RIASEC診断では、質問への回答をもとに、各パーソナリティタイプ(R、I、A、S、E、C)のスコアが算出されます。
その中で、一番得点が高い項目があなたの特性が活かされるタイプとなります。
しかし、人の特性は一つではないため複数の項目と組み合わせていく必要があります。
多くの場合は、2つまたは3つのタイプが組み合わさった結果となり、それに基づいてその人に適した職業や環境が示されます。
上記のグラフが隣接した3つのタイプが上位にくると一貫性があり、対角線上にくると一貫性がないことを表します。
グラフの対角線上は自分の特性と正反対のタイプです。
自分の特性と正反対のタイプの業務や職業ではパフォーマンスが発揮しづらく、仕事の楽しさを見出すことができない傾向があります。
ケース:わたしのRIASEC診断結果「慣習的タイプ」
わたしは、社会人歴16年目ですが、RIASEC診断をやってみたところ、「慣習的タイプ」に当てはまりました。
1位 慣習的タイプ
2位 社会的タイプ
3位 研究的タイプ
RIASEC診断は何度かやったことがありますが、わたしの経験上は、毎回そんなにスコアがぶれることはなかったです。
自分の適職を考える
キャリアコンサルタントとしての活動もしていますが、わたしの職歴の中で一番長いのは「事務」のお仕事です。
「慣習的タイプ」の適職には、「事務」が含まれています。
診断結果がそのまま今の仕事に当てはまっていました。
わたし自身、「事務」という仕事を「好き」と意識したことはありませし、わたし自身が「好きなことを仕事にしよう」という風潮に疑問を感じています。

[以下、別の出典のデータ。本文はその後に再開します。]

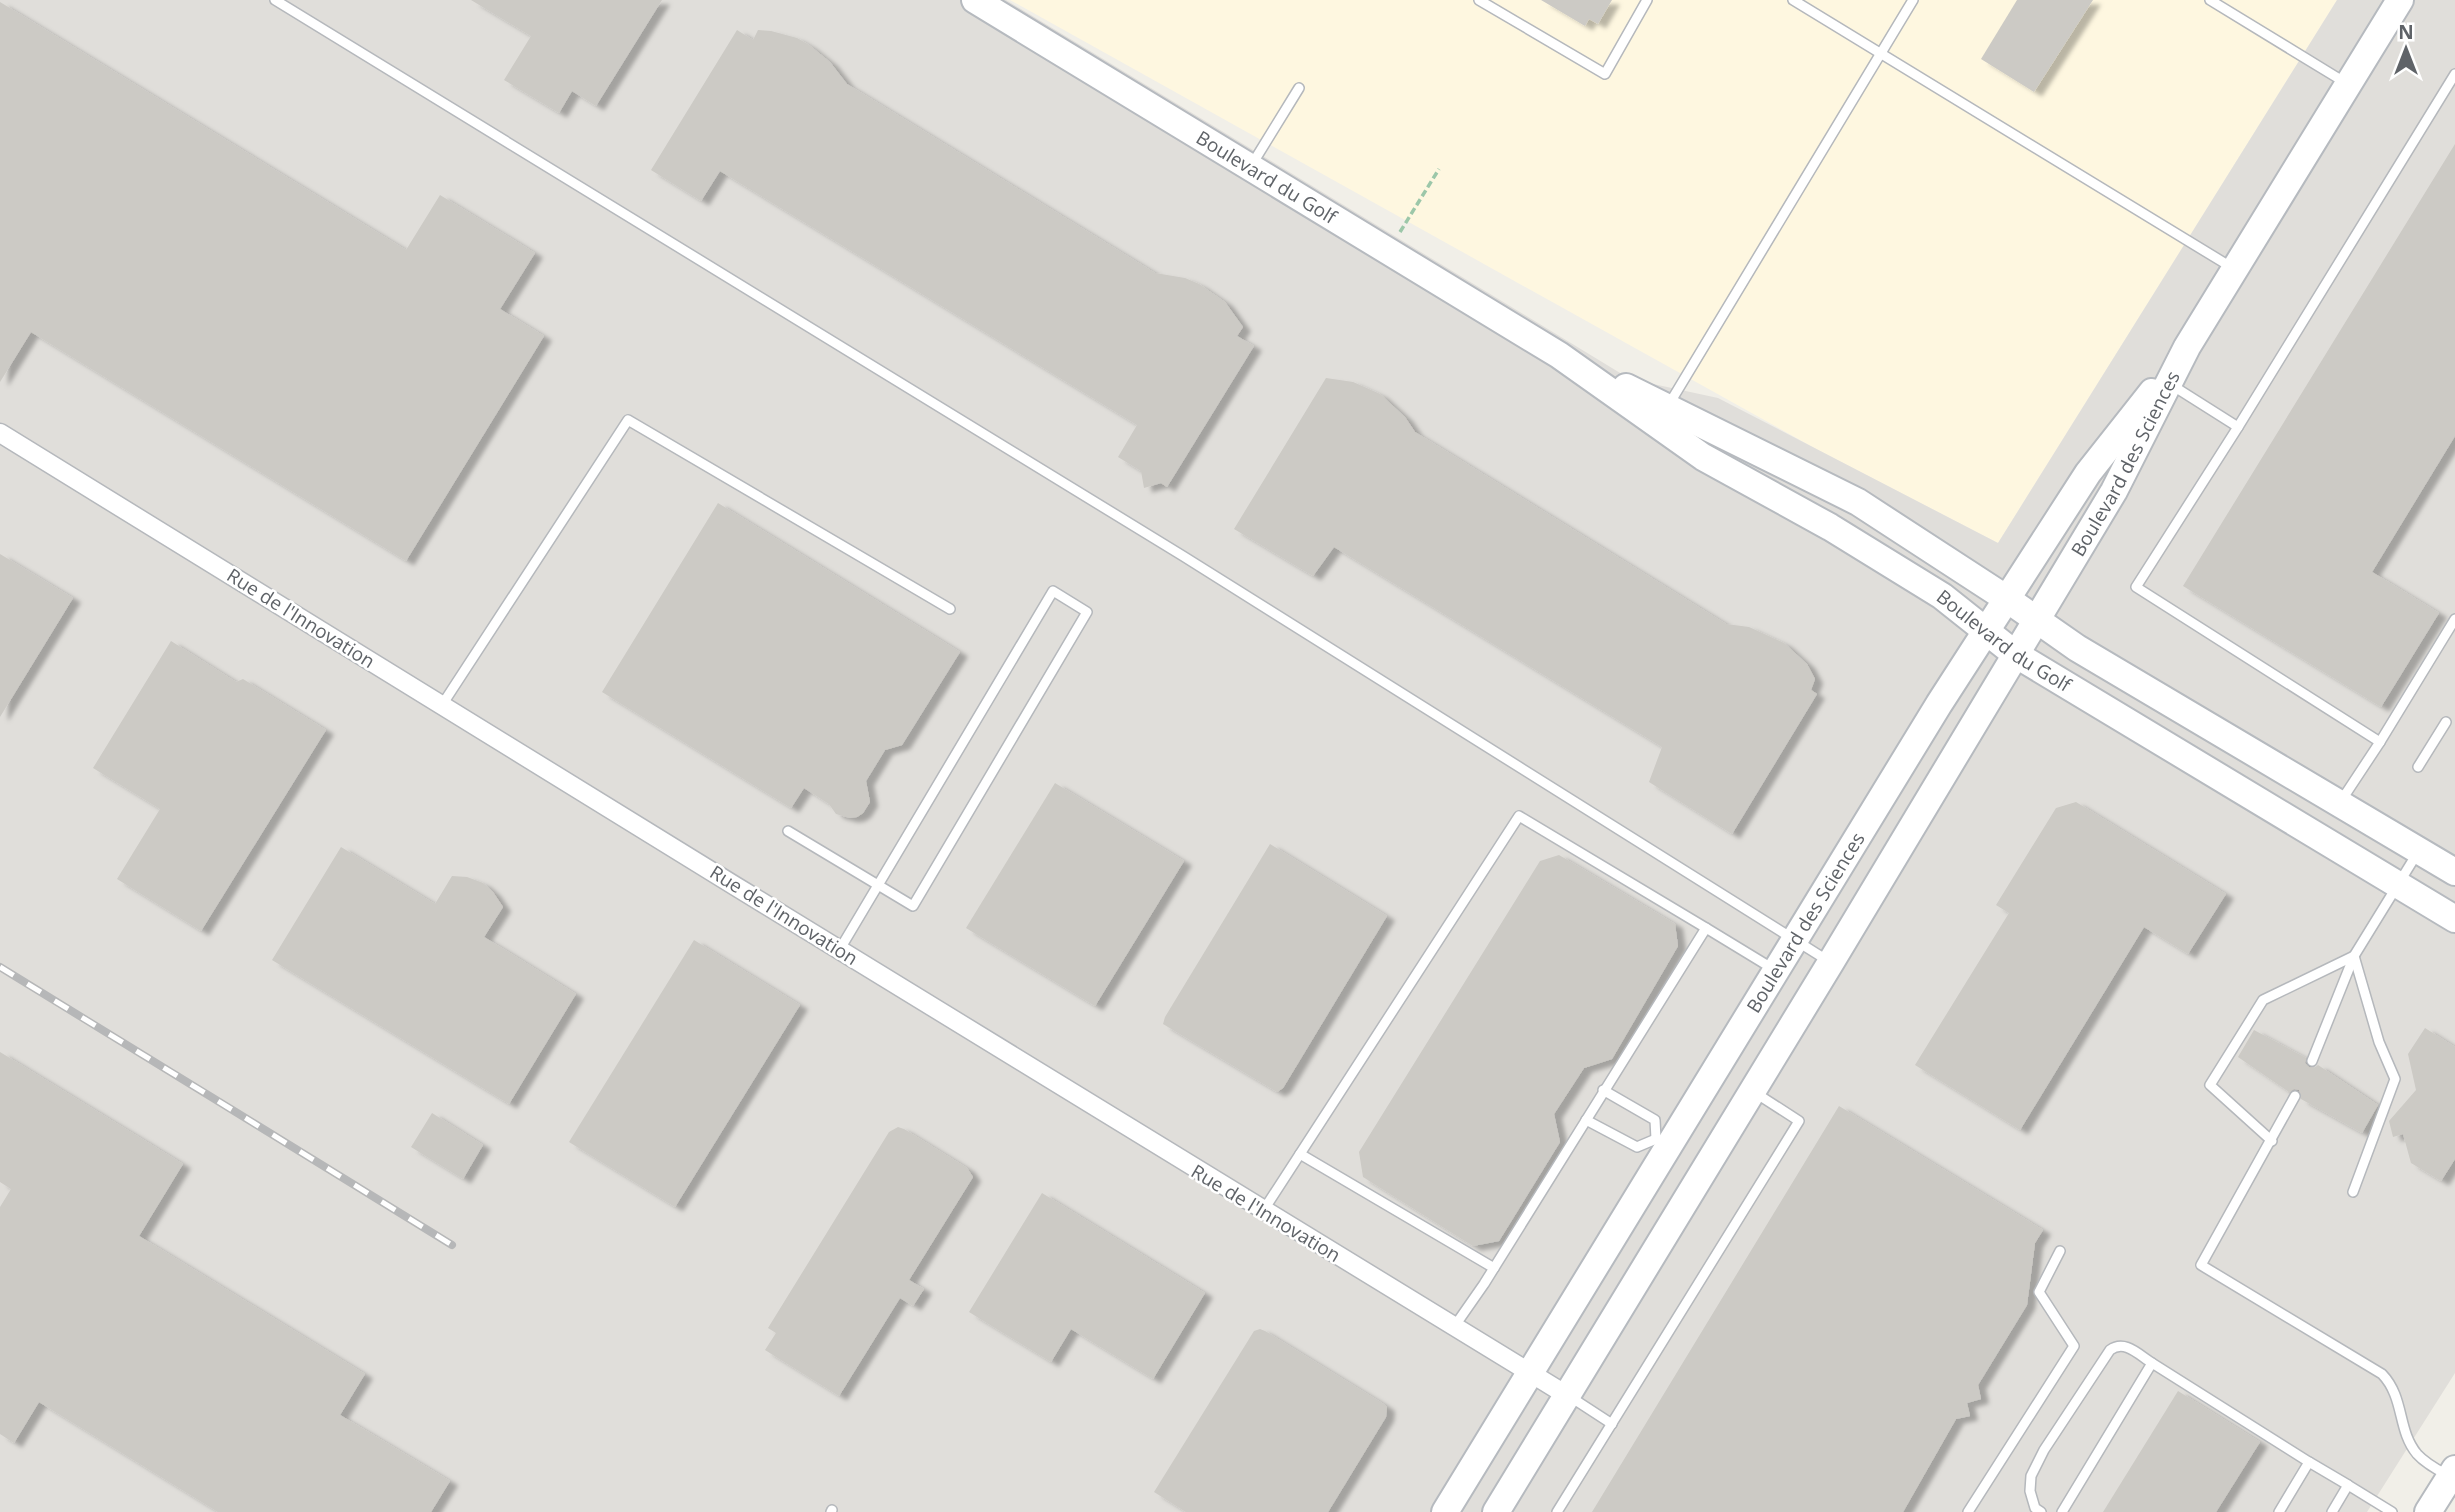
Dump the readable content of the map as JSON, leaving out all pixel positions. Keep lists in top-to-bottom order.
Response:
{
  "streets": {
    "street": ["Boulevard du Golf", "Boulevard des Sciences", "Rue de l'Innovation"]
  },
  "crossings": [
    ["Boulevard du Golf", "Boulevard des Sciences"],
    ["Boulevard des Sciences", "Rue de l'Innovation"]
  ],
  "north": "top"
}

とはいえ、少なくとも「事務」の仕事は「嫌いじゃない」「苦にはならない」という感じでしっくりきてはいます。
対角線上のタイプは親和性が低い
対角線上のタイプは、最も親和性が低いと言われています。
わたしの場合であれば、「慣習的タイプ」なので、対角線上にあるのは「芸術的タイプ」になります。
例えば、絵を描いたり、歌を歌ったり、芸術的なセンスが求められることを仕事にするのは避けた方がよさそうです。

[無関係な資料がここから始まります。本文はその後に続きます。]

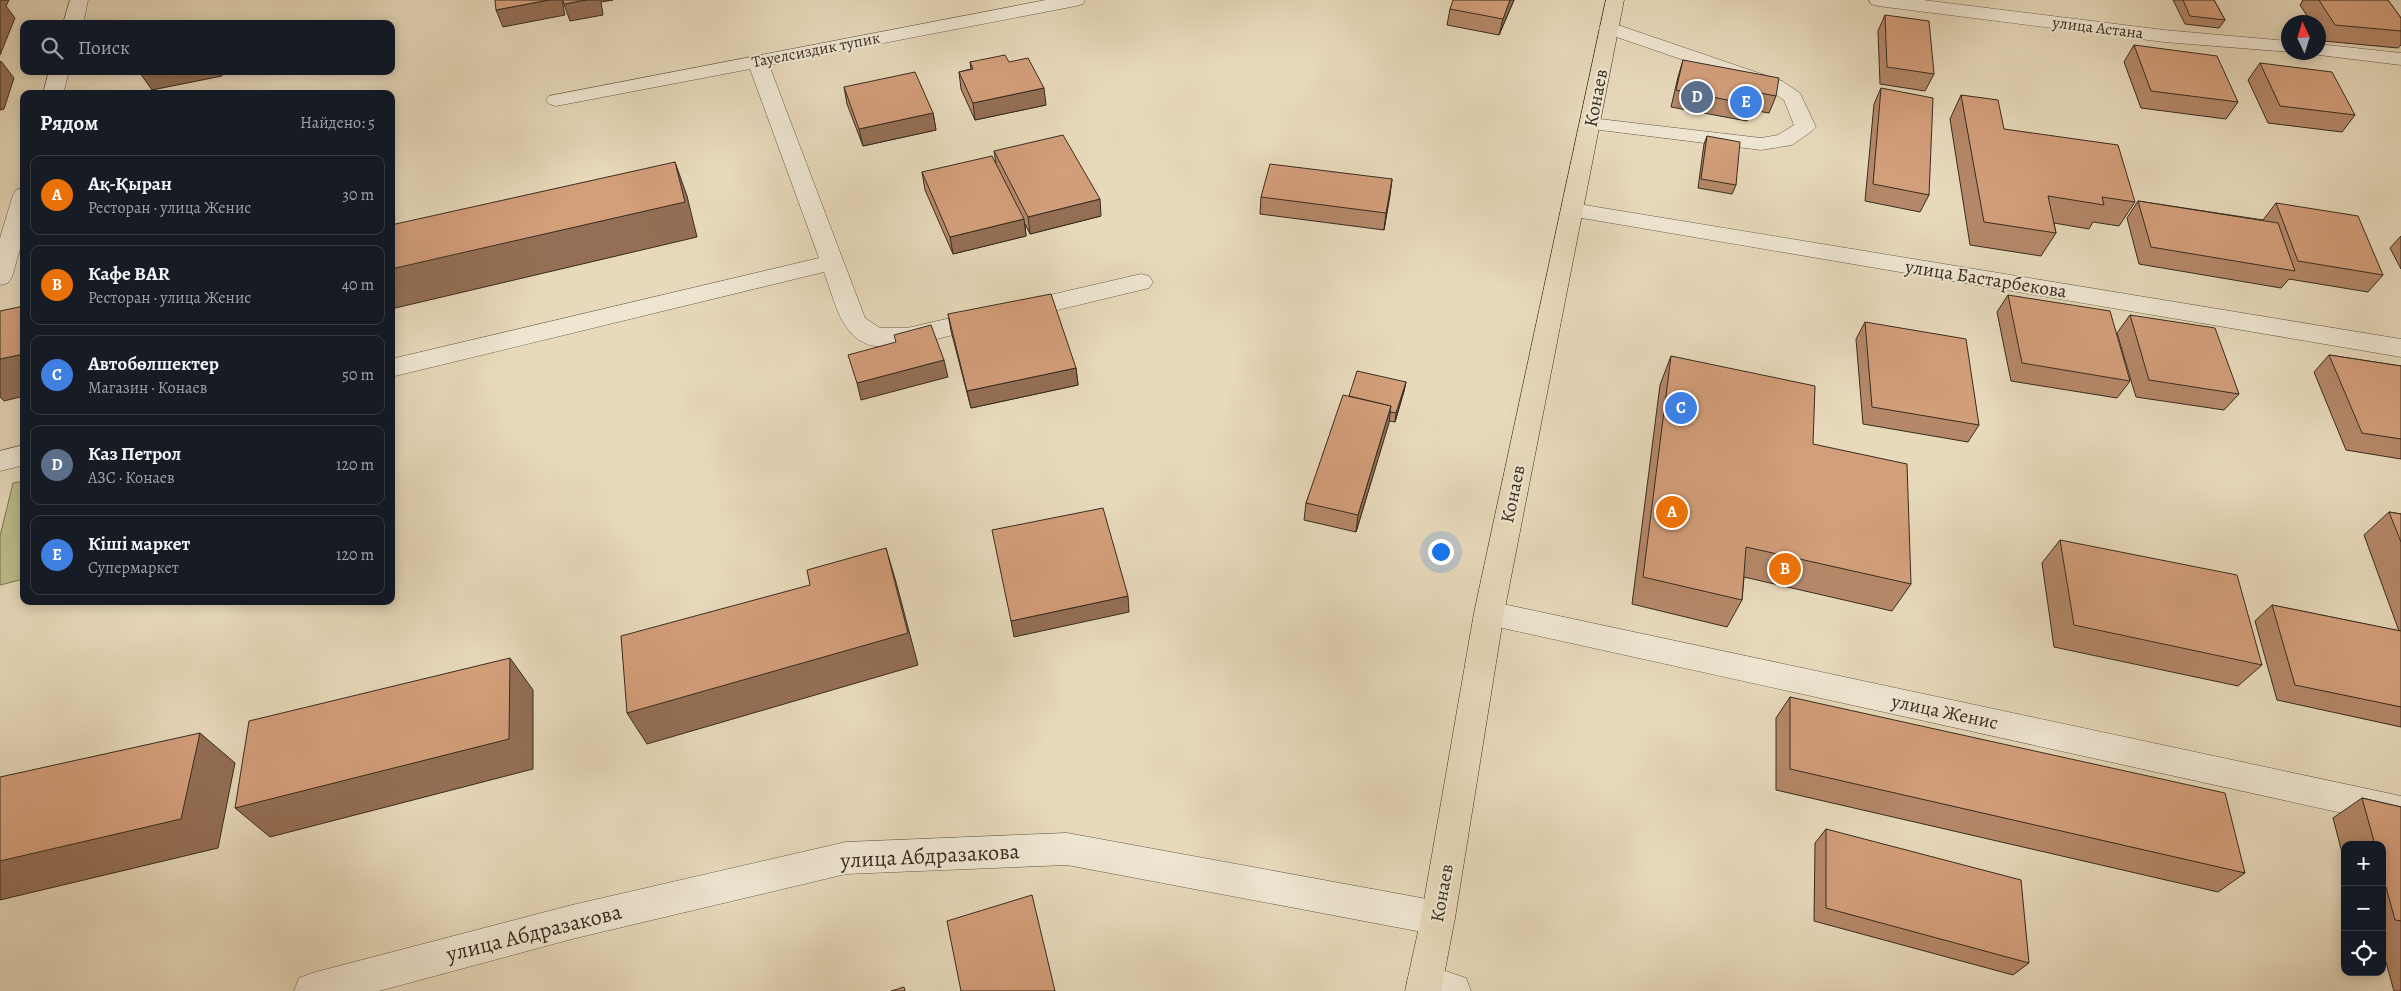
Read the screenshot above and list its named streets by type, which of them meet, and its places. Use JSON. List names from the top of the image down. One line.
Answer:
{"streets":{"main road":["Конаев"],"street":["улица Астана","Тауелсиздик тупик","улица Бастарбекова","улица Женис","улица Абдразакова"]},"crossings":[["Конаев","улица Бастарбекова"],["Конаев","улица Женис"],["Конаев","улица Абдразакова"]],"north":"top","page":{"search":"Поиск","pins":["D","E","C","A","B"],"heading":["Рядом","Найдено: 5"],"list":[{"mark":"A","name":"Ақ-Қыран","note":"Ресторан · улица Женис","value":"30 m"},{"mark":"B","name":"Кафе BAR","note":"Ресторан · улица Женис","value":"40 m"},{"mark":"C","name":"Автобөлшектер","note":"Магазин · Конаев","value":"50 m"},{"mark":"D","name":"Каз Петрол","note":"АЗС · Конаев","value":"120 m"},{"mark":"E","name":"Кіші маркет","note":"Супермаркет","value":"120 m"}],"map_buttons":["+","−"]}}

ちなみに、わたし自身「芸術的タイプ」の仕事を苦手とする自覚はあり、何もないところから創るっていうのが、非常に心理的ハードルが高いと感じます。
「自由に描いていいよ」って言われてしまうと、正直、何したら良いのかわからなくて、困っちゃうんですよね…
同様に、反対のケースも考えてもらうとわかりやすいと思います。
恐らく「芸術的タイプ」に当てはまった方は、会計ソフトで経理の処理をしたり、月末に大量に請求書を発行するような仕事は、あまり気が進まないと感じるのではないでしょうか?
ミスマッチによる不幸を避ける
わたしは、自分に適した職業分野を発見することも大切だと思っていますが、それと同じくらいに「自分には不適な職業分野を避ける」ことに意味があると思っています。
それは、仕事内容がしっくりきていない、たくさん我慢しなければならない状態って、「自分らしく働く」から一番遠い状態だと思うからです。
「自分にとっての天職とは?」って考え出すとかなりスケールの大きな問いになってしまい、なかなか答えが出せない人もいると思います。
その場合は、自分らしくない仕事を避けることで「自分らしく働く」に近づけていくっていう考え方も試してみてください。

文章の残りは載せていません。